Paris : Editions des Equateurs, 2022, 347 pages, 20 €
🙂 🙂 🙂 Un cold case qui rend hommage à la présomption d'innocence
« Ce ne sont pas des déserteurs ! »
Hiver 1981. Jocelyne s’inquiète du silence radio de son fils Giles, un jeune soldat en permission. Il s’est volatilisé alors qu’il faisait de l’auto-stop près de sa caserne. Il sera le premier d’une série de disparitionsinexpliquées de jeunes auto-stoppeurs dans la région. Malgré le signalement aux autorités, l’enquête ne démarre pas, retardée par l’armée qui ne prend pas les familles au sérieux, se bornant à assimiler ces disparitions à des désertions. Se sentant oubliés, voire méprises, les proches des victimes sont contraints d’organiser eux-mêmes les recherches, médiatisant l’affaire afin de faire bouger les choses, déplorant la lenteur de l’instruction, les négligences de la police (qui les traite d’emmerdeuses) et le silence de l’armée. Une instruction judiciaire finit par être ouverte, elle sera chaotique et infructueuse,
« Ça vous étonne ? s’agaçait Jocelyne chaque fois qu’on lui demandait pourquoi la justice avait mis deux ans avant d’ouvrir une enquête. Ce sont que des gosses d’ouvriers, alors vous pensez bien… Le petit gars de Tourcoing était fils de cheminot. Le père d’Armando, mécano, sa mère, femme de ménage : ils avaient immigré en 1964 et parlaient à peine le français. Eh bien, pas moi, ça ne m’étonne pas le moins du monde. Les gens comme nous, on ne nous prend pas au sérieux. On s’en fiche complètement ! »

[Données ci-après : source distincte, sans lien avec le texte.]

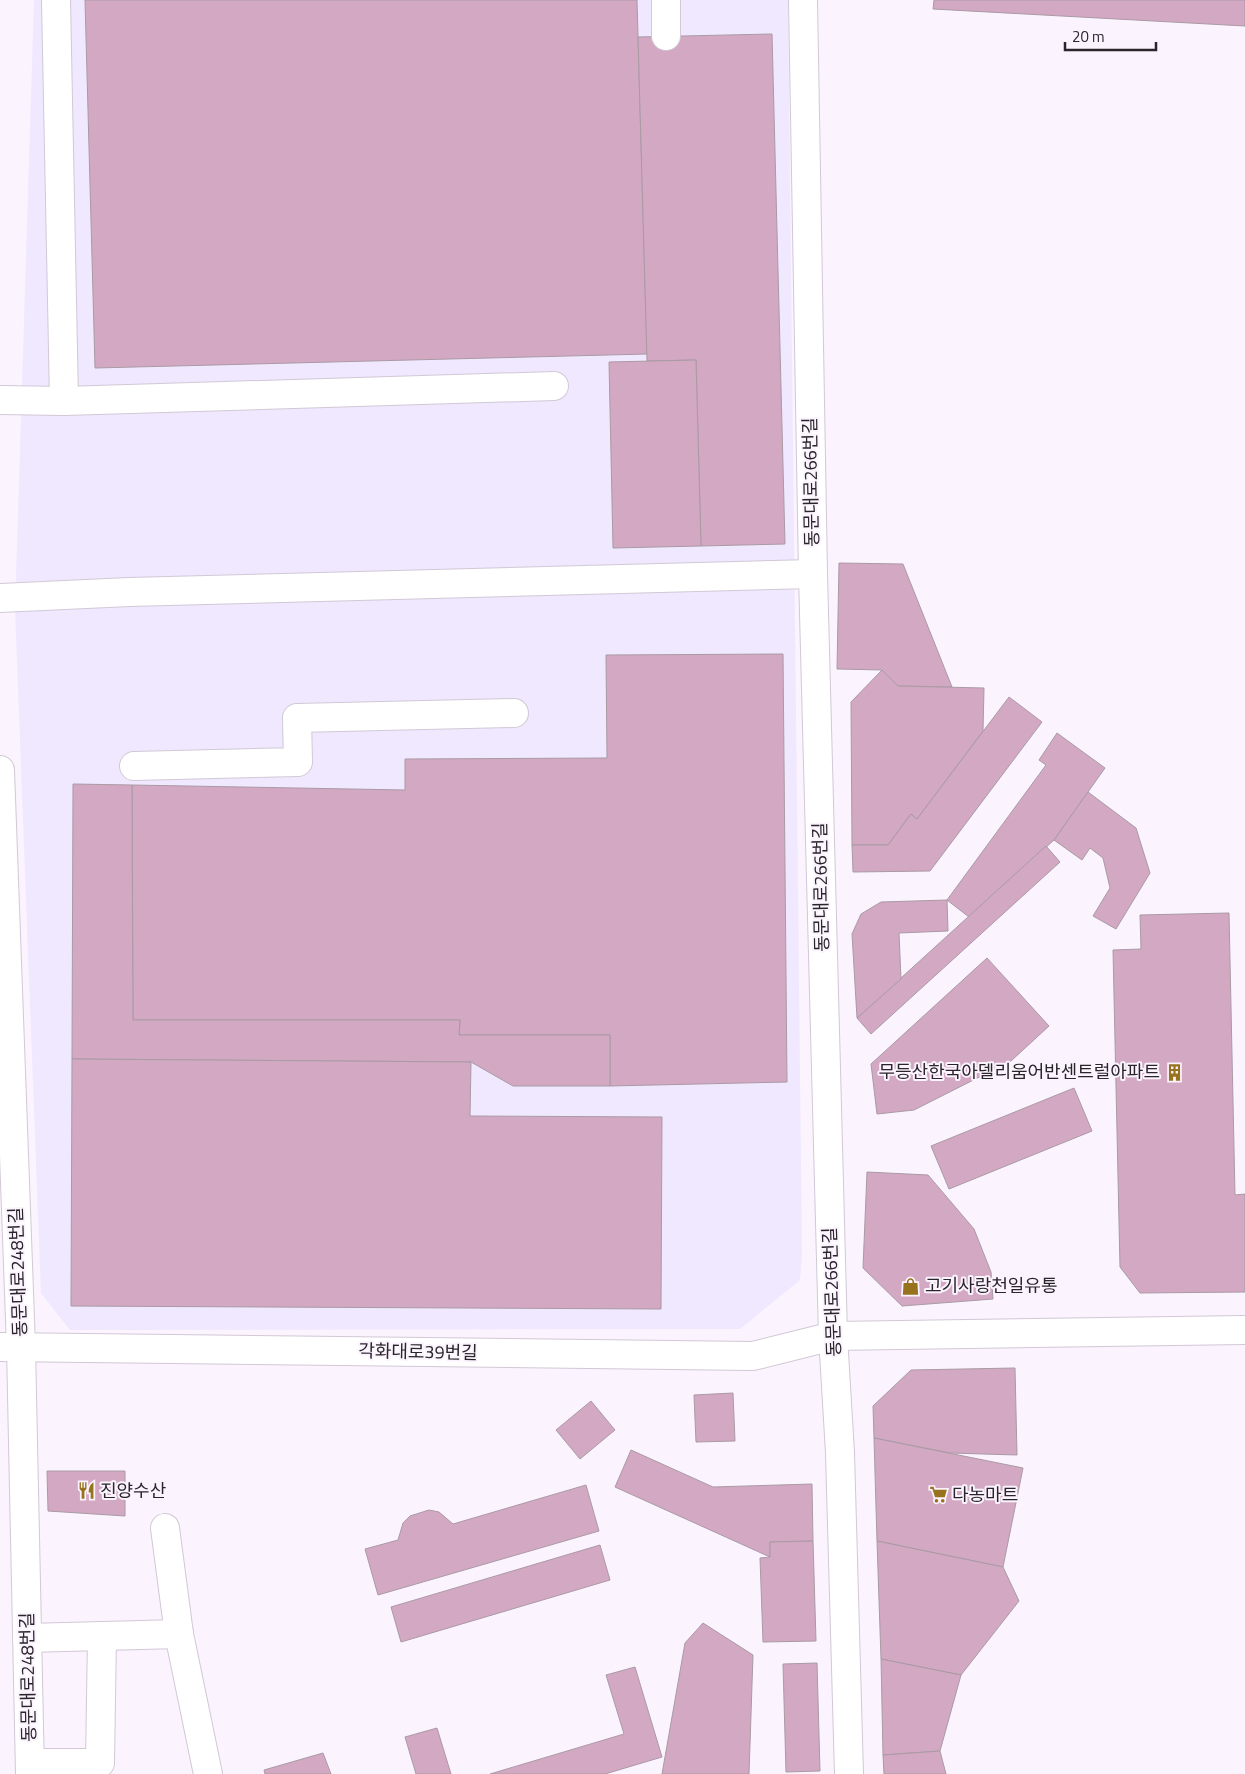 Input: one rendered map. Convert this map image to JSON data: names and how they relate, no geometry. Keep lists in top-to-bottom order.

La revisite d’une réalité qui a fait débat.
Librement inspiré d’un fait divers célèbre des années 80 « Les disparus de Mourmelon », l’écrivaine Julie Peyr s’inspire du canevas de l’affaire et en livre une fiction axée sur la détresse et le combat des familles. Avec habilité, elle s’intéresse à la psychologie des proches des victimes mais également du présumé coupable, et à l’impact de l’affaire sur chacun d’entre eux. Elle ne focalise pas son récit sur l’enquête policière, mais s’immisce subtilement dans la peau de chacun des personnages, s’intéressant à leurs réactions et sentiments.
Le portrait des 2 femmes principales du roman, la mère d’un des disparus et la sœur du suspect est particulièrement fort et intelligemment dressé.
Un roman qui est tout à la fois un roman d’atmosphère, une fresque sociale et un roman policier. On suit le combat des proches et on s’insurge des dysfonctionnements de la justice et du comportement irresponsable d’un système qui préfère soigner les apparences plutôt que de protéger les plus faibles.
Hommage indirect aux vrais disparus, ce roman délivre aussi une belle réflexion sur la présomption d’innocence et l’intime conviction.